Il Museo del Tabacco di San Giustino ha ospitato sabato scorso la manifestazione organizzata dall’Amministrazione comunale in collaborazione con Anpi, Aned, Fondazione Capitini e Caritas in occasione della Giornata della Memoria. Partendo da elementi come il filo spinato e i triangoli che classificavano i deportati in base a razza, religione, nazionalità e ragioni politiche, l’iniziativa ha permesso di fare un parallelo tra l’Europa di ieri e quella contemporanea. “L’importanza della memoria e il coinvolgimento degli studenti, ha detto l’assessore alla cultura Milena Ganganelli Crispoltoni, sta proprio nella necessità di tenere alta la guardia favorendo la formazione, soprattutto tra i giovani, di quegli anticorpi che impediscano il nuovo verificarsi di tali atrocità”. Urgenza tanto più impellente in un momento in cui si costruiscono ancora muri di separazione e trincee di filo spinato ha detto Mari Franceschini Presidente della sezione Anpi San Giustino e Citerna. “Anche se gli storici non lo condividono formalmente ci troviamo a vivere una terza guerra mondiale”, ha affermato Claudio Francescaglia della Fondazione Capitini citando Papa Francesco. Ciò mette seriamente a rischio le conquiste di libertà che costarono la vita a tante persone durante il secondo conflitto mondiale.
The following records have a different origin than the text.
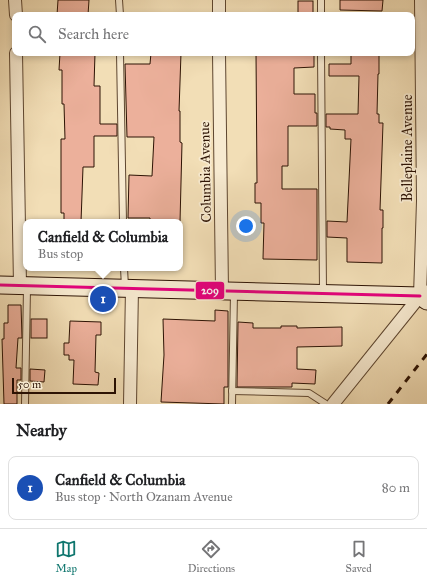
<!DOCTYPE html>
<html lang="en">
<head>
<meta charset="utf-8">
<style>
  body { margin:0; font-family:"IM FELL Great Primer",serif; background:#f2f2f2; color:#202124 }
  .scale { position:absolute; left:12px; bottom:10px; width:104px; box-sizing:border-box; padding-left:4px; border:2px solid #2d1304; border-top:0; font-size:11px; line-height:14px; white-space:nowrap; color:#2d1304; -webkit-text-stroke:3px #f7ead0; paint-order:stroke }
  .you { position:absolute; left:246px; top:226px; width:14px; height:14px; margin:-10px; border:3px solid #fff; border-radius:50%; background:#1a73e8; box-shadow:0 0 0 6px #1a73e833 }
  .badge { display:grid; place-items:center; width:26px; height:26px; border-radius:50%; background:#0f766e; color:#fff; font-size:13px; font-weight:700 }
  .pin { position:absolute; translate:-50% -50%; border:2px solid #fff; box-shadow:0 1px 4px #0006 }
  .popup { position:absolute; left:23px; top:219px; width:160px; height:52px; box-sizing:border-box; display:grid; place-content:center; border-radius:8px; background:#fff; filter:drop-shadow(0 1px 3px #0005); font-size:13px; white-space:nowrap; color:#757577 }
  .popup b { font-size:15px; color:#202124 }
  .popup::after { content:''; position:absolute; left:50%; top:100%; margin-left:-8px; border:8px solid transparent; border-top-color:#fff }
  .list { margin:0; padding:0; list-style:none }
  h2 { display:flex; justify-content:space-between; align-items:center; height:52px; margin:0; padding:0 16px; font-size:17px }
  h2 small { font-size:13px; font-weight:400; color:#757577 }
  .list li { display:grid; grid-template-columns:26px 1fr auto; gap:12px; align-items:center; box-sizing:border-box; height:64px; margin:0 8px 8px; padding:0 8px; border:1px solid #e0e0e0; border-radius:8px }
  .list b { display:block; font-size:15px; white-space:nowrap }
  .list p { margin:0; font-size:13px; white-space:nowrap; color:#757577 }
  .list em { font-size:13px; font-style:normal; color:#757577 }
  .icon { flex:none; width:22px; height:22px; fill:none; stroke:currentColor; stroke-width:2; stroke-linecap:round; stroke-linejoin:round }
  .map { position:relative; flex:none; width:427px; height:404px; overflow:hidden }
  .search { position:absolute; background:#fff; box-shadow:0 2px 6px #0003; left:12px; right:12px; top:12px; height:44px; display:flex; align-items:center; gap:10px; box-sizing:border-box; padding:0 14px; border-radius:8px; color:#757577; font-size:15px }
  .sheet { height:124px; background:#fff }
  nav { display:flex; justify-content:space-around; align-items:center; box-sizing:border-box; height:56px; border-top:1px solid #e0e0e0; background:#fff; font-size:11px; color:#757577 }
  nav a { display:grid; justify-items:center; gap:2px }
  nav .on { color:#0f766e }
  .map>svg:first-child { display:block }
  .building { fill:#ecb09b; stroke:#2d1304 }
  .lines { fill:none; stroke-linecap:round; stroke-linejoin:round }
  .lane-casing { stroke:#5e4630; stroke-width:8 }
  .street-casing { stroke:#5e4630; stroke-width:14 }
  .secondary-casing { stroke:#2d1304; stroke-width:19 }
  .lane { stroke:#f7ead0; stroke-width:6 }
  .street { stroke:#f7ead0; stroke-width:12 }
  .secondary { stroke:#f7ead0; stroke-width:17 }
  .rail { stroke:#2d1304; stroke-width:3; stroke-dasharray:7 7; stroke-linecap:butt }
  .bus-1-casing { stroke:#f7ead0; stroke-width:6 }
  .bus-1 { stroke:#e5007d; stroke-width:3 }
  .labels { text-anchor:middle; stroke-width:3.5; stroke-linejoin:round; paint-order:stroke }
  .street-label { font-size:14px; fill:#2d1304; stroke:#f7ead0 }
  .line-badge { stroke:#f7ead0; stroke-width:1.5 }
  .badge-label { font-size:11px; text-anchor:middle; font-weight:bold; fill:#fff }
</style>
</head>
<body>
<div class="map">
<svg width="427" height="404" viewBox="0 0 427 404">
  <rect width="100%" height="100%" fill="#f2deb6"/>
  <filter id="stains"><feTurbulence type="fractalNoise" baseFrequency=".005" numOctaves="4"/><feColorMatrix values="0 0 0 0 .2 0 0 0 0 .09 0 0 0 0 .02 0 0 0 .5 -.17"/></filter>
  <radialGradient id="worn" r=".72"><stop offset=".6" stop-color="#630" stop-opacity="0"/><stop offset="1" stop-color="#630" stop-opacity=".3"/></radialGradient>
  <g class="building">
    <polygon points="58,0 89,0 88,15 57,15"/>
    <polygon points="340,0 383,0 382,11 340,10"/>
    <rect x="298" y="1" width="15" height="14"/>
    <polygon points="60,53 95,53 94,86 100,86 100,124 117,124 117,136 94,136 94,167 83,167 81,222 64,222 64,213 61,213 61,139 65,139 64,104 62,104 62,70 59,70"/>
    <polygon points="151,53 181,53 179,111 180,111 180,142 182,143 180,222 150,222 150,218 128,218 129,175 152,176 154,137 127,137 125,64 150,64"/>
    <polygon points="256,53 314,53 314,67 294,68 294,94 315,94 315,113 317,113 317,126 288,126 288,166 282,166 282,189 317,189 317,260 263,259 264,223 261,223 261,203 255,203 255,183 257,183"/>
    <polygon points="379,53 379,74 378,74 377,114 379,114 379,123 383,123 380,210 383,210 383,228 382,228 382,263 347,262 347,238 327,237 327,221 347,222 351,139 345,139 345,130 330,129 330,127 326,127 326,114 358,114 359,76 329,76 329,64 351,64 351,54"/>
    <polygon points="8,305 21,305 22,338 18,338 16,368 21,368 21,380 17,380 17,404 4,404 2,339 4,339 4,323 8,323"/>
    <polygon points="215,310 228,311 228,387 224,387 224,404 161,402 164,355 163,319 215,321"/>
    <rect x="31" y="319" width="16" height="19"/>
    <polygon points="70,321 101,322 101,335 96,335 95,372 99,373 98,385 73,384 74,360 69,360 69,355 64,355 64,343 69,343 69,341"/>
    <polygon points="238,322 253,323 253,328 281,328 281,326 297,326 297,328 342,327 342,346 297,347 297,369 316,370 315,384 292,383 292,387 237,387"/>
    <polygon points="30,369 45,370 44,382 30,381"/>
  </g>
  <g class="lines">
    <defs>
      <g id="lane">
        <polyline points="119,0 120,15"/>
        <polyline points="321,0 321,15"/>
        <polyline points="120,53 123,222"/>
        <polyline points="321,53 323,291"/>
        <polyline points="124,268 125,287"/>
        <polyline points="232,391 309,393 326,404"/>
        <polyline points="25,404 27,288"/>
        <polyline points="232,404 234,293"/>
      </g>
      <g id="street">
        <polyline points="15,0 16,15"/>
        <polyline points="219,0 219,15"/>
        <polyline points="16,53 20,285"/>
        <polyline points="219,53 222,291"/>
        <polyline points="420,296 423,201 421,0"/>
        <polyline points="130,404 132,288"/>
        <polyline points="333,404 424,291"/>
      </g>
      <polyline id="secondary" points="0,285 420,296 427,301"/>
    </defs>
    <use href="#lane" class="lane-casing"/>
    <use href="#street" class="street-casing"/>
    <use href="#secondary" class="secondary-casing"/>
    <use href="#lane" class="lane"/>
    <use href="#street" class="street"/>
    <use href="#secondary" class="secondary"/>
    <polyline class="rail" points="388,404 427,354"/>
    <defs>
      <polyline id="bus-1" points="0,285 420,296"/>
    </defs>
    <use href="#bus-1" class="bus-1-casing"/>
    <use href="#bus-1" class="bus-1"/>
  </g>
  <g class="labels">
    <g class="street-label">
      <text transform="translate(407 148) rotate(-90)" y="5">Belleplaine Avenue</text>
      <text transform="translate(205 172) rotate(-91)" y="5">Columbia Avenue</text>
    </g>
  </g>
  <rect class="line-badge" x="195" y="281" width="30" height="19" rx="4" fill="#e5007d"/>
  <g class="badge-label">
    <text x="210" y="294">209</text>
  </g>
  <rect width="100%" height="100%" filter="url(#stains)"/>
  <rect width="100%" height="100%" fill="url(#worn)"/>
</svg>
<div class="scale">50 m</div>
<div class="you"></div>
<div class="pin badge" style="left:103px;top:299px;background:#1a4fb4">1</div>
<div class="popup"><b>Canfield &amp; Columbia</b>Bus stop</div>
<div class="search"><svg class="icon" aria-label="search" viewBox="0 0 24 24"><circle cx="10" cy="10" r="6"/><path d="M15 15l6 6"/></svg>Search here</div>
</div>
<section class="sheet">
<h2>Nearby<small></small></h2>
<ul class="list">
<li><span class="badge" style="background:#1a4fb4">1</span><div><b>Canfield &amp; Columbia</b><p>Bus stop · North Ozanam Avenue</p></div><em>80 m</em></li>
</ul>
</section>
<nav>
<a class="on"><svg class="icon" aria-label="map" viewBox="0 0 24 24"><path d="M3 6l6-2 6 2 6-2v14l-6 2-6-2-6 2zM9 4v14M15 6v14"/></svg>Map</a>
<a><svg class="icon" aria-label="directions" viewBox="0 0 24 24"><path d="M12 3l9 9-9 9-9-9zM9 14v-3h6M13 9l2 2-2 2"/></svg>Directions</a>
<a><svg class="icon" aria-label="saved" viewBox="0 0 24 24"><path d="M7 4h10v16l-5-4-5 4z"/></svg>Saved</a>
</nav>
</body>
</html>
Così come pure sono a rischio le conquiste maturate in seno all’Europa che sta facendo passi indietro tornando ai suoi nazionalismi privi di ogni dimensione di solidarietà, ha detto il direttore della Caritas diocesana don Paolino Trani, che ha ribadito la necessità di scegliere consapevolmente e quotidianamente da che parte stare.